━━ Material for this exercise ━━

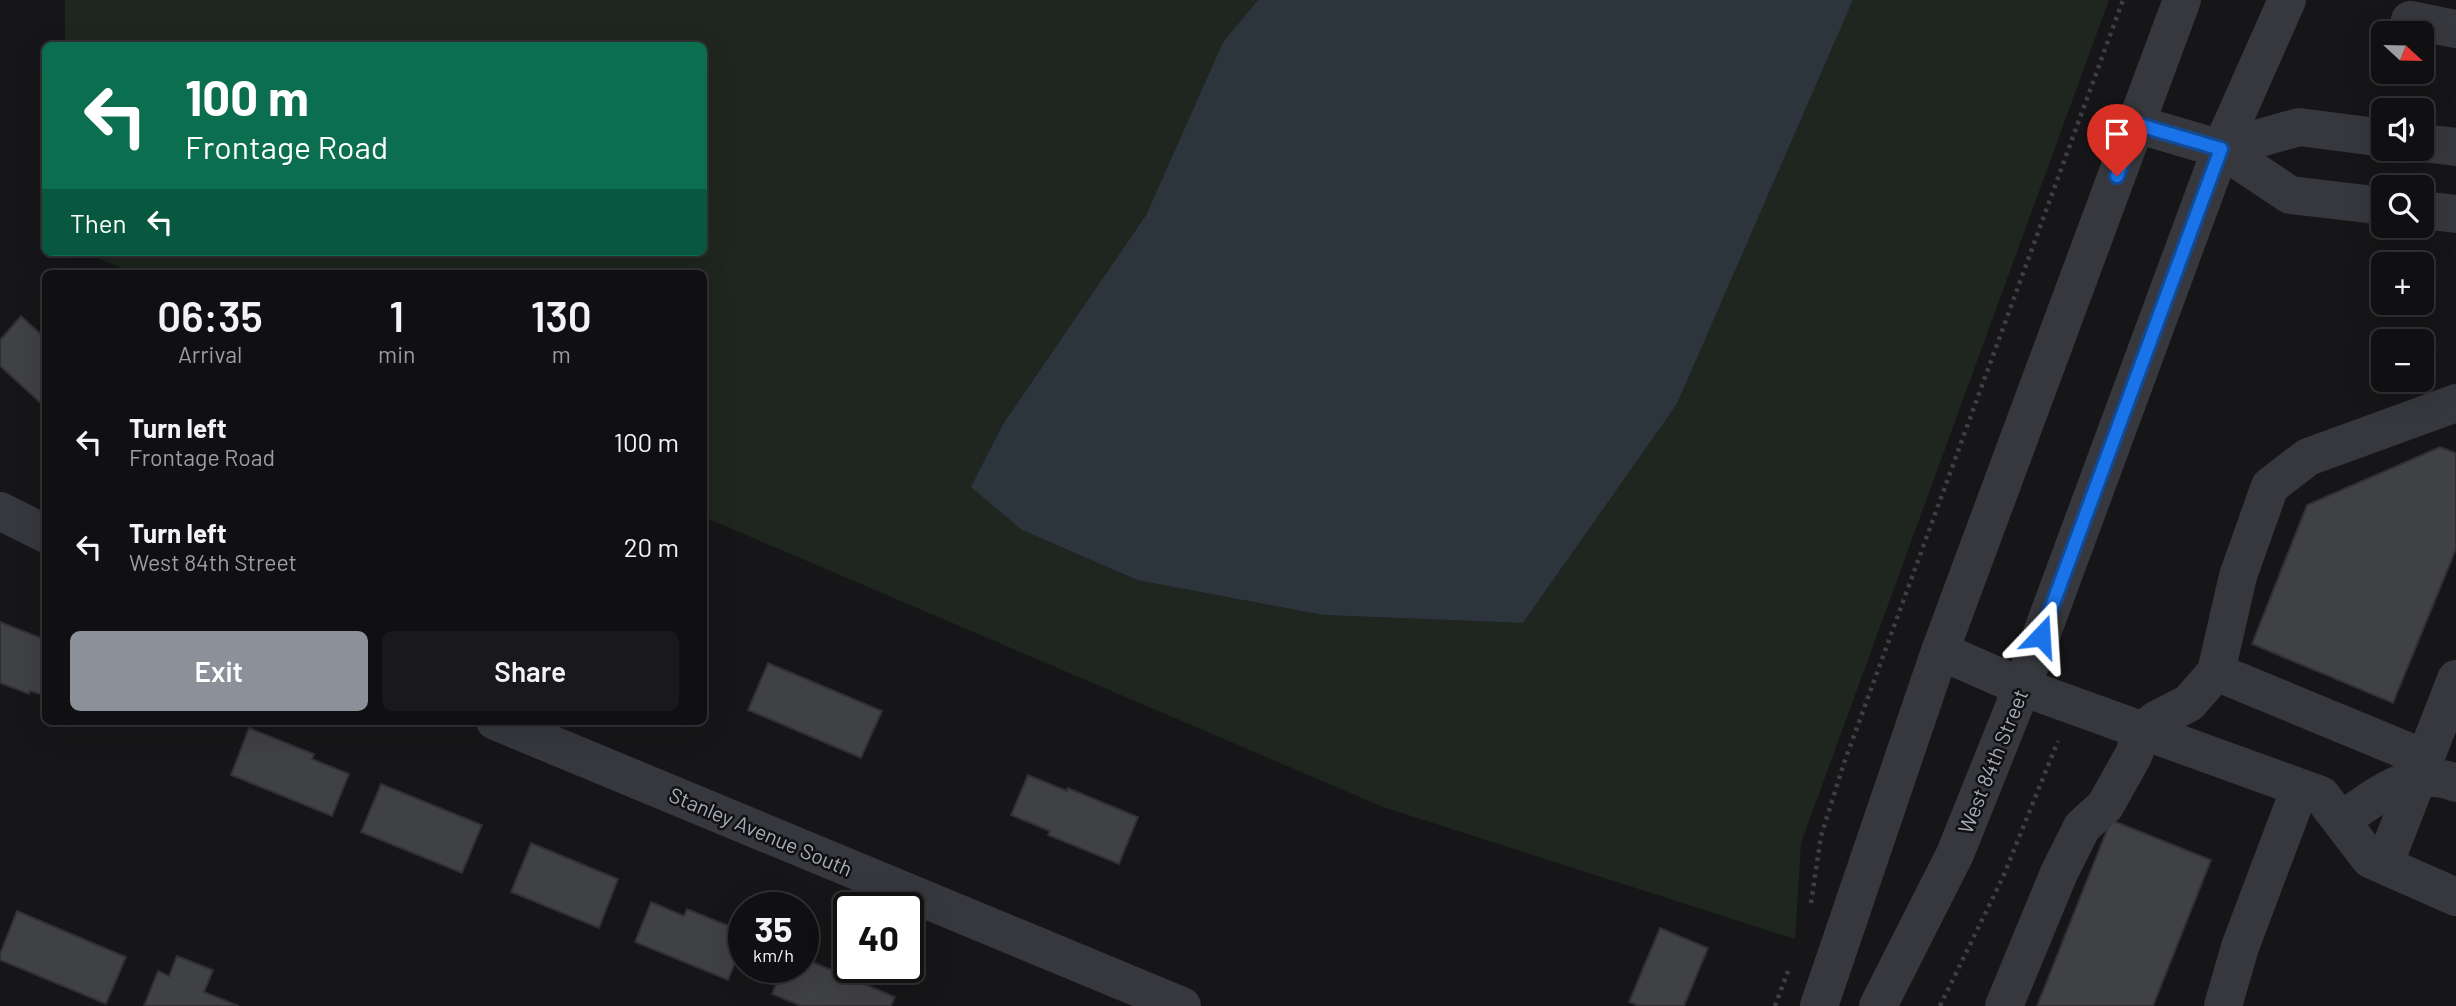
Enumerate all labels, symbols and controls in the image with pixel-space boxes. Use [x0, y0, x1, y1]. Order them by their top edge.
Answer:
north arrow [2371, 21, 2434, 84]
map controls [2371, 21, 2434, 392]
text: 100 m [185, 67, 309, 126]
icon: left [70, 70, 161, 161]
button: sound [2371, 98, 2434, 161]
pin [2087, 104, 2147, 176]
icon: arrive [2098, 115, 2136, 153]
text: Frontage Road [185, 127, 388, 165]
button: search [2371, 175, 2434, 238]
icon: left [141, 203, 179, 241]
text: Then [70, 207, 127, 238]
button: + [2371, 252, 2434, 315]
text: 06:35 [157, 290, 263, 340]
text: 1 [389, 290, 404, 340]
text: 130 [531, 290, 592, 340]
button: − [2371, 329, 2434, 392]
text: Arrival [178, 340, 242, 368]
text: min [378, 340, 415, 368]
text: m [552, 340, 571, 368]
text: Turn left [129, 412, 227, 443]
icon: left [70, 423, 108, 461]
text: 100 m [614, 426, 679, 457]
text: Frontage Road [129, 443, 275, 471]
text: Turn left [129, 517, 227, 548]
icon: left [70, 528, 108, 566]
text: 20 m [624, 531, 679, 562]
text: West 84th Street [129, 548, 297, 576]
position arrow [2004, 599, 2078, 673]
button: Exit [70, 631, 368, 711]
button: Share [382, 631, 679, 711]
street label: West 84th Street [1952, 685, 2032, 837]
street label: Stanley Avenue South [666, 781, 856, 881]
speed limit sign: 40 [833, 892, 924, 983]
text: 35 [755, 907, 792, 949]
text: km/h [753, 944, 794, 966]

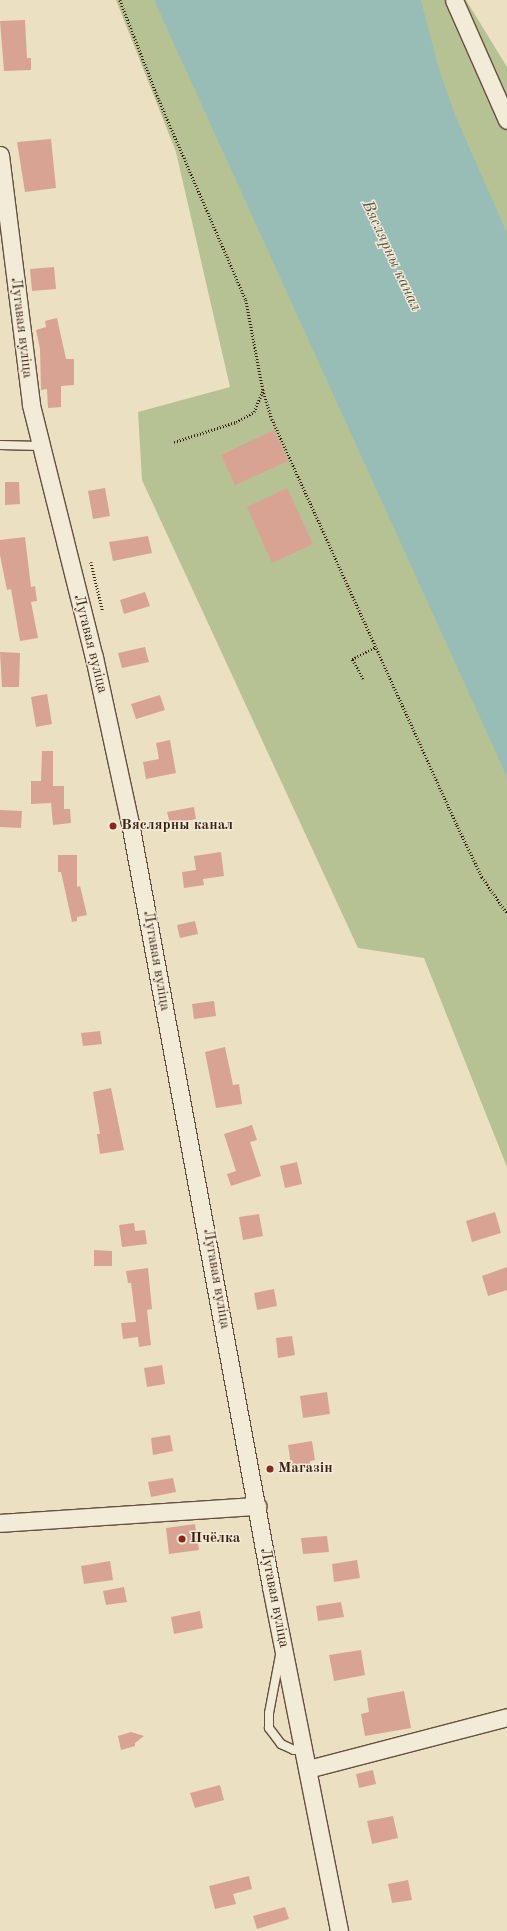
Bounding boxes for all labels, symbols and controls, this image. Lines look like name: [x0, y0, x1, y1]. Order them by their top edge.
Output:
water label: Вяслярны канал: [357, 198, 425, 314]
street label: Лугавая вуліца: [6, 277, 36, 379]
street label: Лугавая вуліца: [69, 593, 111, 695]
place label: Вяслярны канал: [121, 817, 233, 835]
marker: Вяслярны канал: [108, 821, 118, 831]
street label: Лугавая вуліца: [138, 910, 174, 1012]
street label: Лугавая вуліца: [198, 1228, 234, 1330]
place label: Магазін: [278, 1460, 333, 1478]
marker: Магазін: [265, 1464, 275, 1474]
place label: Пчёлка: [190, 1530, 240, 1548]
marker: Пчёлка: [177, 1534, 187, 1544]
street label: Лугавая вуліца: [256, 1547, 292, 1649]

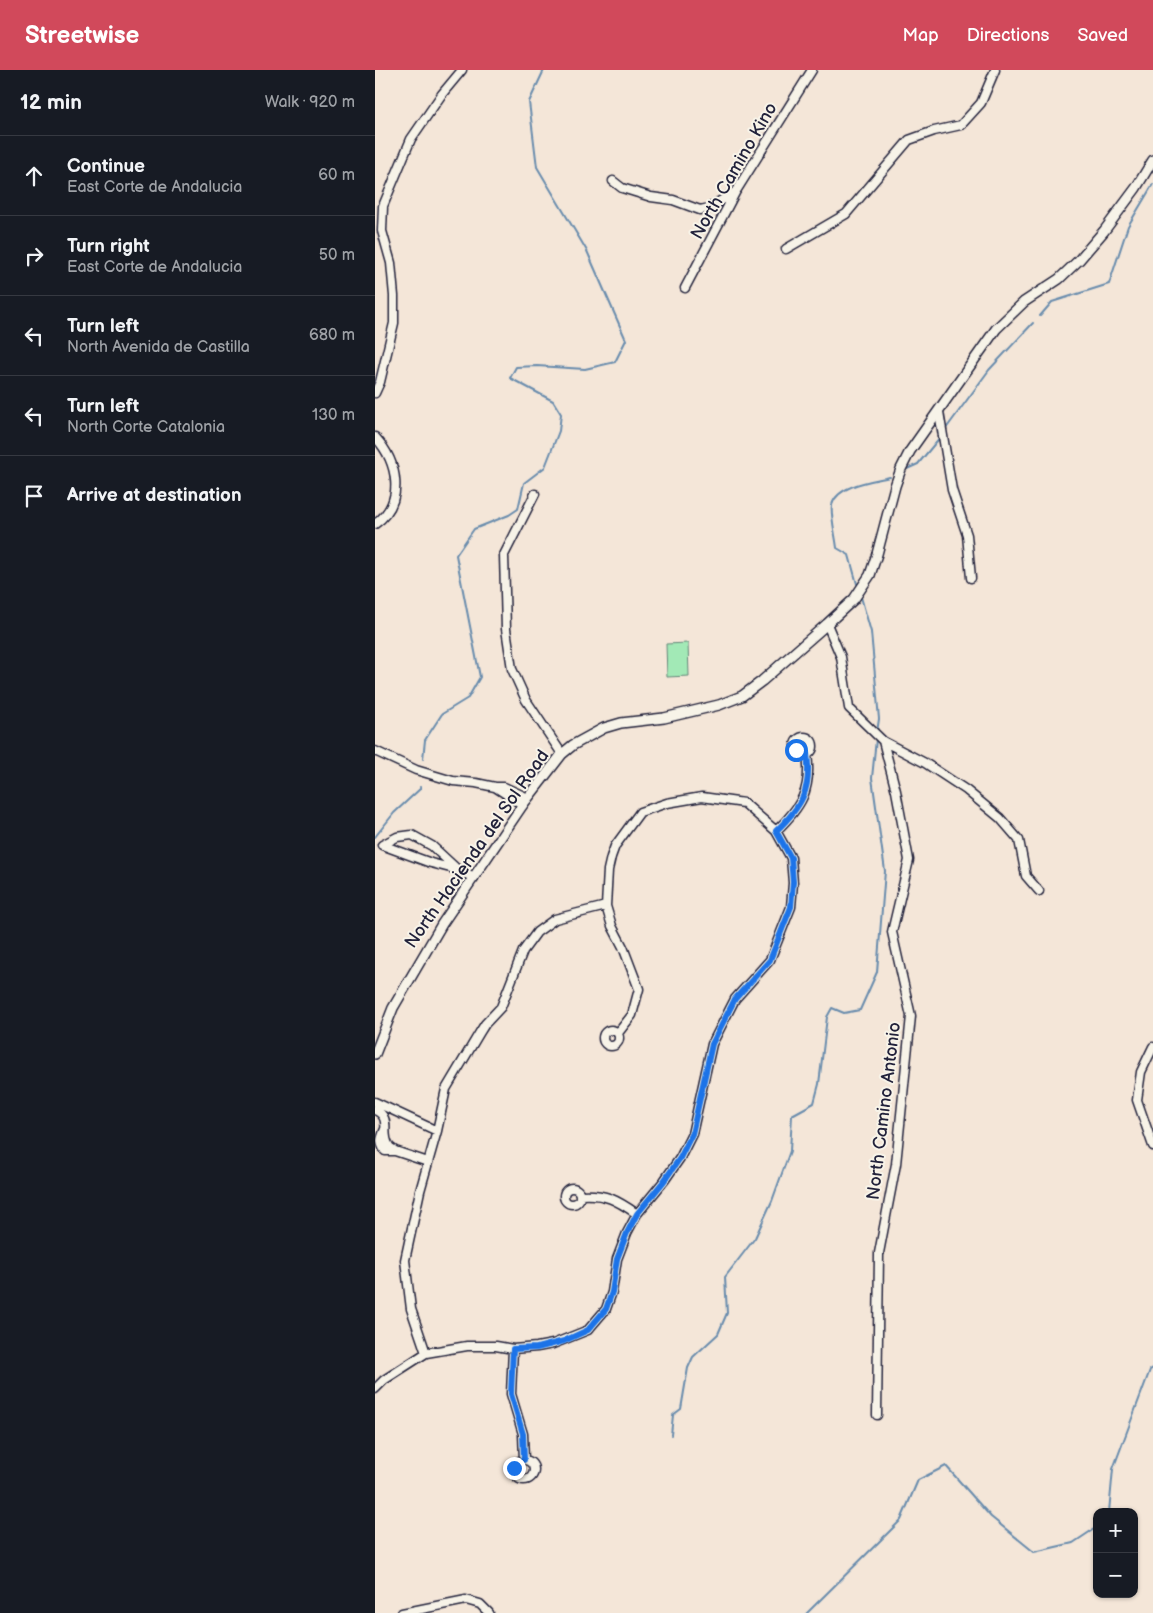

━━━

Problem: Copy all the lines above that hold the string "their".

Reply:
Enumerate all labels, symbols and controls in the image with pixel-space boxes. Use [x0, y0, x1, y1]. Order them by their top edge.
Bounding boxes for all labels, symbols and controls, this image. Lines look like name: [x0, y0, x1, y1]. Order them by their top edge.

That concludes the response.